**Task details**
Count every line in the following entries that holds the word "rows". Only the number should be given.

[Stored records]
[Start of Attachment]

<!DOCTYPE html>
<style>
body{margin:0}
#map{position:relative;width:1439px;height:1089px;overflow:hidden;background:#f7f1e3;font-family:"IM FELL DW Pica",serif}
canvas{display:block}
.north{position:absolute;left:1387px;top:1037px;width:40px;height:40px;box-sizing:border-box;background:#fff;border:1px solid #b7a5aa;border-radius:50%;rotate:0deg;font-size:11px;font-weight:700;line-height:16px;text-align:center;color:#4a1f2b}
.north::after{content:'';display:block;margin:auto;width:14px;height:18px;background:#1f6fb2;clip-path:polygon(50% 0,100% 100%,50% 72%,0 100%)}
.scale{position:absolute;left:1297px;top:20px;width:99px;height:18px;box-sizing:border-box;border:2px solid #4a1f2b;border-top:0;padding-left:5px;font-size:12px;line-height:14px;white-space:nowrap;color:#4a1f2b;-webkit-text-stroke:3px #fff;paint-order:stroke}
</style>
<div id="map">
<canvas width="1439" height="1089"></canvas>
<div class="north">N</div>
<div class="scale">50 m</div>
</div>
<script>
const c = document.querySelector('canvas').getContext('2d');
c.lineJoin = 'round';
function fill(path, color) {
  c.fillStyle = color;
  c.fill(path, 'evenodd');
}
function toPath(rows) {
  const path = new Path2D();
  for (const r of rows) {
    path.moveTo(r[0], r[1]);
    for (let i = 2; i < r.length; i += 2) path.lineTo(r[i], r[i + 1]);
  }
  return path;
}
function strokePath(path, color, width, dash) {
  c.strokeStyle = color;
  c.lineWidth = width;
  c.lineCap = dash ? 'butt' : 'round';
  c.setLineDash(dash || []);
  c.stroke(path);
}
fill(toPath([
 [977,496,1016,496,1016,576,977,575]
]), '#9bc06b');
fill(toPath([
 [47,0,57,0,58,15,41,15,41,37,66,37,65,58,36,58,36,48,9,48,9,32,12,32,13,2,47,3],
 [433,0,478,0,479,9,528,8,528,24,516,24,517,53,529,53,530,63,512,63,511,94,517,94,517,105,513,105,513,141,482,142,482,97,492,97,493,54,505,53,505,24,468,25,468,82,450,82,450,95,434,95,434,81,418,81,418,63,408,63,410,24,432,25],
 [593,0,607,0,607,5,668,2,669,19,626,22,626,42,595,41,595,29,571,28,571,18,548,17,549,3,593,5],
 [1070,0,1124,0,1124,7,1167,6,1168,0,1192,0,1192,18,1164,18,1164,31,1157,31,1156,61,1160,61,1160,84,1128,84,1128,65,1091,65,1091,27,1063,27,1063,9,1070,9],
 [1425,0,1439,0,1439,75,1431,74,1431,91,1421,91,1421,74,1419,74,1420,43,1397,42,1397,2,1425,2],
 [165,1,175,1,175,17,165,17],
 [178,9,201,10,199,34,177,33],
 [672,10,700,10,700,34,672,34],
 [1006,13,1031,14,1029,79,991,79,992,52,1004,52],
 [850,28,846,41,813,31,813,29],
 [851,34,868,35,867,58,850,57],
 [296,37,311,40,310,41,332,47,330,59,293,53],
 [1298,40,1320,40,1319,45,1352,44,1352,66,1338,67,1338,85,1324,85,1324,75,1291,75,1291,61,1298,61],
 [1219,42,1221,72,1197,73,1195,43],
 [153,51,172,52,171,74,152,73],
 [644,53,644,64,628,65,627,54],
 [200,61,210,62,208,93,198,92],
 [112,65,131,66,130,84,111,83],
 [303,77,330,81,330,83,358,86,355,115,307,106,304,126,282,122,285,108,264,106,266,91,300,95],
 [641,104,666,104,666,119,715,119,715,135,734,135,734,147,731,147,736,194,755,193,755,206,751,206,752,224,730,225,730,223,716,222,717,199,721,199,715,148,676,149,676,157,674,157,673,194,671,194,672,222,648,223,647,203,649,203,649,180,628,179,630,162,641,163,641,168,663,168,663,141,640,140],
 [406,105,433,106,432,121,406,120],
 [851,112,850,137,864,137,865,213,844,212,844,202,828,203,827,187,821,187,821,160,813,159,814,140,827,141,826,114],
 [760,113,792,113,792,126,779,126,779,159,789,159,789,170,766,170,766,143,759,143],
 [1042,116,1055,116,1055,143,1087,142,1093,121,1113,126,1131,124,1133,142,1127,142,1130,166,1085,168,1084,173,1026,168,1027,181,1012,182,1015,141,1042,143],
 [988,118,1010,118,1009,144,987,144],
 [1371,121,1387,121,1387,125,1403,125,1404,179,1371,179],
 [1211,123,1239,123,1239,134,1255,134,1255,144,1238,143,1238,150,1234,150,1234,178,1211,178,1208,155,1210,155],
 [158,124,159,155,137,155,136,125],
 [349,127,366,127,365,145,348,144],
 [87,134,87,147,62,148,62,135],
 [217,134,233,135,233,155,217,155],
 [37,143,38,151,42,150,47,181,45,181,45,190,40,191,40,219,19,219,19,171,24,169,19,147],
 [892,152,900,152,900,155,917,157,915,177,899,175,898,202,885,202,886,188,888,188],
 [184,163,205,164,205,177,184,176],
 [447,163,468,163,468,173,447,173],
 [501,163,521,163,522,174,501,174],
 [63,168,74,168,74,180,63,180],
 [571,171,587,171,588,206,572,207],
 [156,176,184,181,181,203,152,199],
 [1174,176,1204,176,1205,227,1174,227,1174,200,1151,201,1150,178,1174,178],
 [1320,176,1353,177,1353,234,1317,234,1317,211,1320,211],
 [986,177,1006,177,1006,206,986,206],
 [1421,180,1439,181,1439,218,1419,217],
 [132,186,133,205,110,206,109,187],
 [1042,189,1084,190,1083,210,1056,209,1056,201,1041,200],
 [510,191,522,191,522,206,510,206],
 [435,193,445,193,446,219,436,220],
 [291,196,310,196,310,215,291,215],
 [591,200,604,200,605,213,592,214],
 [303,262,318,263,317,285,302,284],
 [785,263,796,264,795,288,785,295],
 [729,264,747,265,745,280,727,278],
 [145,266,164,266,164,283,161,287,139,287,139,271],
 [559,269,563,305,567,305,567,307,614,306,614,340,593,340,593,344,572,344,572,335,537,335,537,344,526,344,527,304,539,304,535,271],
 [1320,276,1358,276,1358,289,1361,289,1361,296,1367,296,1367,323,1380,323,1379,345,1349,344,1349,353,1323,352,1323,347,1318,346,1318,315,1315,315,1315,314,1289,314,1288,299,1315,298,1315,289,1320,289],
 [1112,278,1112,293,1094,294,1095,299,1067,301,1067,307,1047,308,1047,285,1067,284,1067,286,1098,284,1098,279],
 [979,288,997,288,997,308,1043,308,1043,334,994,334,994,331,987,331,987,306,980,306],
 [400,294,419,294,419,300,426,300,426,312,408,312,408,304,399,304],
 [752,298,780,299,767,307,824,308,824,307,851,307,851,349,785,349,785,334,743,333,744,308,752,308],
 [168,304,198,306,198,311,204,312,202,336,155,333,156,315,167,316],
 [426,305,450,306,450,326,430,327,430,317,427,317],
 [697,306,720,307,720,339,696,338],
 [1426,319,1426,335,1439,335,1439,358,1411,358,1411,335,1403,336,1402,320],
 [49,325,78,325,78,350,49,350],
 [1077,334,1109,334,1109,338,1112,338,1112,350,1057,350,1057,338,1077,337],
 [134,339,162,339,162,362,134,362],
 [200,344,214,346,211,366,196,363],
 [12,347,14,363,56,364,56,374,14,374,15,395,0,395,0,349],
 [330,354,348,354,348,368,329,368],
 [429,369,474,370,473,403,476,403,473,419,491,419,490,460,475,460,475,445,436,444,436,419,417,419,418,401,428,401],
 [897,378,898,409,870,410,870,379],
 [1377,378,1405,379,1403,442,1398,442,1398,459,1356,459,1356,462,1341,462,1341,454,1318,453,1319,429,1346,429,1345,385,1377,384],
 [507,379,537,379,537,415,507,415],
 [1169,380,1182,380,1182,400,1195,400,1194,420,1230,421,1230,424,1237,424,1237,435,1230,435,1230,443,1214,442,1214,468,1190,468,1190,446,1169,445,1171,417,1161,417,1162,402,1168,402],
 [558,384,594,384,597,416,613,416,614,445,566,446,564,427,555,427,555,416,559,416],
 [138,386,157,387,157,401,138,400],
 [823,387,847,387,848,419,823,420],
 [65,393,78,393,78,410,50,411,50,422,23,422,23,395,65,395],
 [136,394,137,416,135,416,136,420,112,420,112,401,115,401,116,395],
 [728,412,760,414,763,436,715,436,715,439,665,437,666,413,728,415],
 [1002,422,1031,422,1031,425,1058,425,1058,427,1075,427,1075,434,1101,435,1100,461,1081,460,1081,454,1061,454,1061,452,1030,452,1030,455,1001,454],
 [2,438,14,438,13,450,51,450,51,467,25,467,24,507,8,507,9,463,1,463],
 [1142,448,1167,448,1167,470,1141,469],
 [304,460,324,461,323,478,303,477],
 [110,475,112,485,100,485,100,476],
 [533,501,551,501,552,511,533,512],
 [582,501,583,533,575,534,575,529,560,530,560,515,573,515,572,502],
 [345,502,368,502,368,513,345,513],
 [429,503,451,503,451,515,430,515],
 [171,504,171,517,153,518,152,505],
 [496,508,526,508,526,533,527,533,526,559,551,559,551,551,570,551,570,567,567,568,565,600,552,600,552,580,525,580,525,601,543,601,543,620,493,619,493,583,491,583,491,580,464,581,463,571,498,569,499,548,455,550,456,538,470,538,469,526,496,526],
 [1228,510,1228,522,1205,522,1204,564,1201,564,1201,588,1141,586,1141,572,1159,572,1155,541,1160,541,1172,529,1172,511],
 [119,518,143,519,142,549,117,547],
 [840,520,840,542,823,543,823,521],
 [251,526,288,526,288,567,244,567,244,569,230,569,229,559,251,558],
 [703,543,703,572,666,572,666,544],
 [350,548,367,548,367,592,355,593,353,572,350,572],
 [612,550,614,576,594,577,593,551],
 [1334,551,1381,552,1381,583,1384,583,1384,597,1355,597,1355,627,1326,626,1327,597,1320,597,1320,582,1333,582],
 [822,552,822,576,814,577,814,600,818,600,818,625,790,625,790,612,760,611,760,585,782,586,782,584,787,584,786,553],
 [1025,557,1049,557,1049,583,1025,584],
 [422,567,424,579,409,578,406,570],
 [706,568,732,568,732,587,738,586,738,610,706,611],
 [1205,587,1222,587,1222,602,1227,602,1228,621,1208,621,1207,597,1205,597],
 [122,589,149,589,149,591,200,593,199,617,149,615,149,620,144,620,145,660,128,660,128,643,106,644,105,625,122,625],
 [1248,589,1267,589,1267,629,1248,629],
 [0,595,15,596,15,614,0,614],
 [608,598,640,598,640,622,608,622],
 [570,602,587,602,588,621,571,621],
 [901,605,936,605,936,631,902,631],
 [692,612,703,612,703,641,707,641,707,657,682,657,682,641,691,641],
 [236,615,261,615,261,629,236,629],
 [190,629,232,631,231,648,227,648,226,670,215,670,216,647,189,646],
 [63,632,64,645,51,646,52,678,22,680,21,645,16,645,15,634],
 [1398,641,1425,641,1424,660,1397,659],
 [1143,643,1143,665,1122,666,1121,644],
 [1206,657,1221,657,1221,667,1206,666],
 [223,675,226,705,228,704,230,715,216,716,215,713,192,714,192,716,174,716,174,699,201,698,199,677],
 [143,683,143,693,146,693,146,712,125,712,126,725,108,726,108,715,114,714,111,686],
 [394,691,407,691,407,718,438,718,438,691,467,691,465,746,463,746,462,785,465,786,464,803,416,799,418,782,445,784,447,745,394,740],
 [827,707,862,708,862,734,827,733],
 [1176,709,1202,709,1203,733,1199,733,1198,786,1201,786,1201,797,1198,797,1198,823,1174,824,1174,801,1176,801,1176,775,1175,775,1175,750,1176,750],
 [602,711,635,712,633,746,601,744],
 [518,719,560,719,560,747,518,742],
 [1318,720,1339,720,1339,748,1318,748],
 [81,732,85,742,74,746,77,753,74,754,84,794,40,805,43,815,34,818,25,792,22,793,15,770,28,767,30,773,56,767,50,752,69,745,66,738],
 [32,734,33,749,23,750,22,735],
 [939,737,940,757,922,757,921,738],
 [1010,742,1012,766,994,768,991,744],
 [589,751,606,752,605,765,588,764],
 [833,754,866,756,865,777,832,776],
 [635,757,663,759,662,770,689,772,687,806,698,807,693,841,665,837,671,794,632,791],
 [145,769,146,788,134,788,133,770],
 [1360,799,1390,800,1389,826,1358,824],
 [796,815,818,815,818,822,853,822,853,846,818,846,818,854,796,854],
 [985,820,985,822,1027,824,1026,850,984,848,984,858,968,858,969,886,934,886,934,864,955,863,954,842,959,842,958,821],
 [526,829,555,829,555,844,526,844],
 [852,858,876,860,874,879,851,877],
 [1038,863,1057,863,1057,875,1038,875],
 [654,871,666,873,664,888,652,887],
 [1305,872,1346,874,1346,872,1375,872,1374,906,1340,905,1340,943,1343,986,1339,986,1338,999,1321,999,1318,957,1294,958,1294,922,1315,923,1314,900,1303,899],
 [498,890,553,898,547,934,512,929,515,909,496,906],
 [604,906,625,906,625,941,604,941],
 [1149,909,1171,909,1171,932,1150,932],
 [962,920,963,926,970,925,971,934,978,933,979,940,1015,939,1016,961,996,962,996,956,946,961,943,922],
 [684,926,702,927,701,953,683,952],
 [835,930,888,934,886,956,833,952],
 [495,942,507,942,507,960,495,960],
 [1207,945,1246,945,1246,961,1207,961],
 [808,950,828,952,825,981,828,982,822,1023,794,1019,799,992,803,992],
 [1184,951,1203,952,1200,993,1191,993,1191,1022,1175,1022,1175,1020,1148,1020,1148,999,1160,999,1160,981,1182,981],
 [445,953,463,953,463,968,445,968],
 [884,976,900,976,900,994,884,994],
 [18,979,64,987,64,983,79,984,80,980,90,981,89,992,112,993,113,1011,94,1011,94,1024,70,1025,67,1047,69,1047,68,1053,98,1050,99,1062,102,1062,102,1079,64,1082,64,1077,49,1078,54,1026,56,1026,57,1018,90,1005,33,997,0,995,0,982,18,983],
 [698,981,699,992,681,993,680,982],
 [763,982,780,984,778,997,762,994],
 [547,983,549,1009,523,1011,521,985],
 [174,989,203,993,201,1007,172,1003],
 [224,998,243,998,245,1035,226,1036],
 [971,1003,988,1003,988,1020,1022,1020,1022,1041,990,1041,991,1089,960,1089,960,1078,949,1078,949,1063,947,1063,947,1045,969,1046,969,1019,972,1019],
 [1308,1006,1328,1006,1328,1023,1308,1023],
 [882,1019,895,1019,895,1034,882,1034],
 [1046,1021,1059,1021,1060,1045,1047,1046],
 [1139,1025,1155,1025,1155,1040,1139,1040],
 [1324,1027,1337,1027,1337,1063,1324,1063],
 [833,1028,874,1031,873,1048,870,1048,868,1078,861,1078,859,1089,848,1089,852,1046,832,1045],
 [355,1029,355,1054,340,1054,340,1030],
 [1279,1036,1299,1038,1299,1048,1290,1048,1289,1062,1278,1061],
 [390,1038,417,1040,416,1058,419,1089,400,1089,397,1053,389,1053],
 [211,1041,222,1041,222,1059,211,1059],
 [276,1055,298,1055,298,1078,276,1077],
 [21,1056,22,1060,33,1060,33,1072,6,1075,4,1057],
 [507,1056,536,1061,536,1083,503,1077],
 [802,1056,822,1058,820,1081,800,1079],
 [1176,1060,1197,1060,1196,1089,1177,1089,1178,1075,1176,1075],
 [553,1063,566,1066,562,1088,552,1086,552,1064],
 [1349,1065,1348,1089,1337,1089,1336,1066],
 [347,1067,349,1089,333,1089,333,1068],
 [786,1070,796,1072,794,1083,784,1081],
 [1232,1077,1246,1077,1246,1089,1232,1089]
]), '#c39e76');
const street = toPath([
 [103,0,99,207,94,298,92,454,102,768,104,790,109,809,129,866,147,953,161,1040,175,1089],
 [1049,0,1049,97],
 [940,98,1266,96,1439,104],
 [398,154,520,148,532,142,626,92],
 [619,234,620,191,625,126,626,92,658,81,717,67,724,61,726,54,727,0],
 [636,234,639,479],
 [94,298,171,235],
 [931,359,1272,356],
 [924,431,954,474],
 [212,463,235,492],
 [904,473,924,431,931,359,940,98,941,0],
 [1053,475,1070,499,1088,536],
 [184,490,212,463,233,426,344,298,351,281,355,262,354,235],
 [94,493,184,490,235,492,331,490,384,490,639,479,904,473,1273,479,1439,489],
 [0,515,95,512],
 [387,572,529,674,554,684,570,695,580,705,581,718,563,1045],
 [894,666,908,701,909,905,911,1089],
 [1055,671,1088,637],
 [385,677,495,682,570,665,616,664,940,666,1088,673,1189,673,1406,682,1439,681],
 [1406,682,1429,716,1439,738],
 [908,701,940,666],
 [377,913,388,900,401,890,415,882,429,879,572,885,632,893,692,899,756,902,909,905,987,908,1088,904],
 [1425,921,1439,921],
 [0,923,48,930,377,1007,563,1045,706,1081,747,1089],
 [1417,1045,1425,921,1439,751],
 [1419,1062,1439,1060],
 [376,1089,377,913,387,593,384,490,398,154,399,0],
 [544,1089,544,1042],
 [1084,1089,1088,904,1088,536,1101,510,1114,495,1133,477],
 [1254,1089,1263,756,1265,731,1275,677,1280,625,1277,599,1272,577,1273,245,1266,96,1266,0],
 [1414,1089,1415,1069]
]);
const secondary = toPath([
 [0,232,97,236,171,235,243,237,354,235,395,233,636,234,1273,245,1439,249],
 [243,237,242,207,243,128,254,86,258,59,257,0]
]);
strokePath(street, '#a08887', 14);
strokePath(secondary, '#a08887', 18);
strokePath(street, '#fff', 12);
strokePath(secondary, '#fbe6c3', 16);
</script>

[End of Attachment]

**Response for this exercise**
2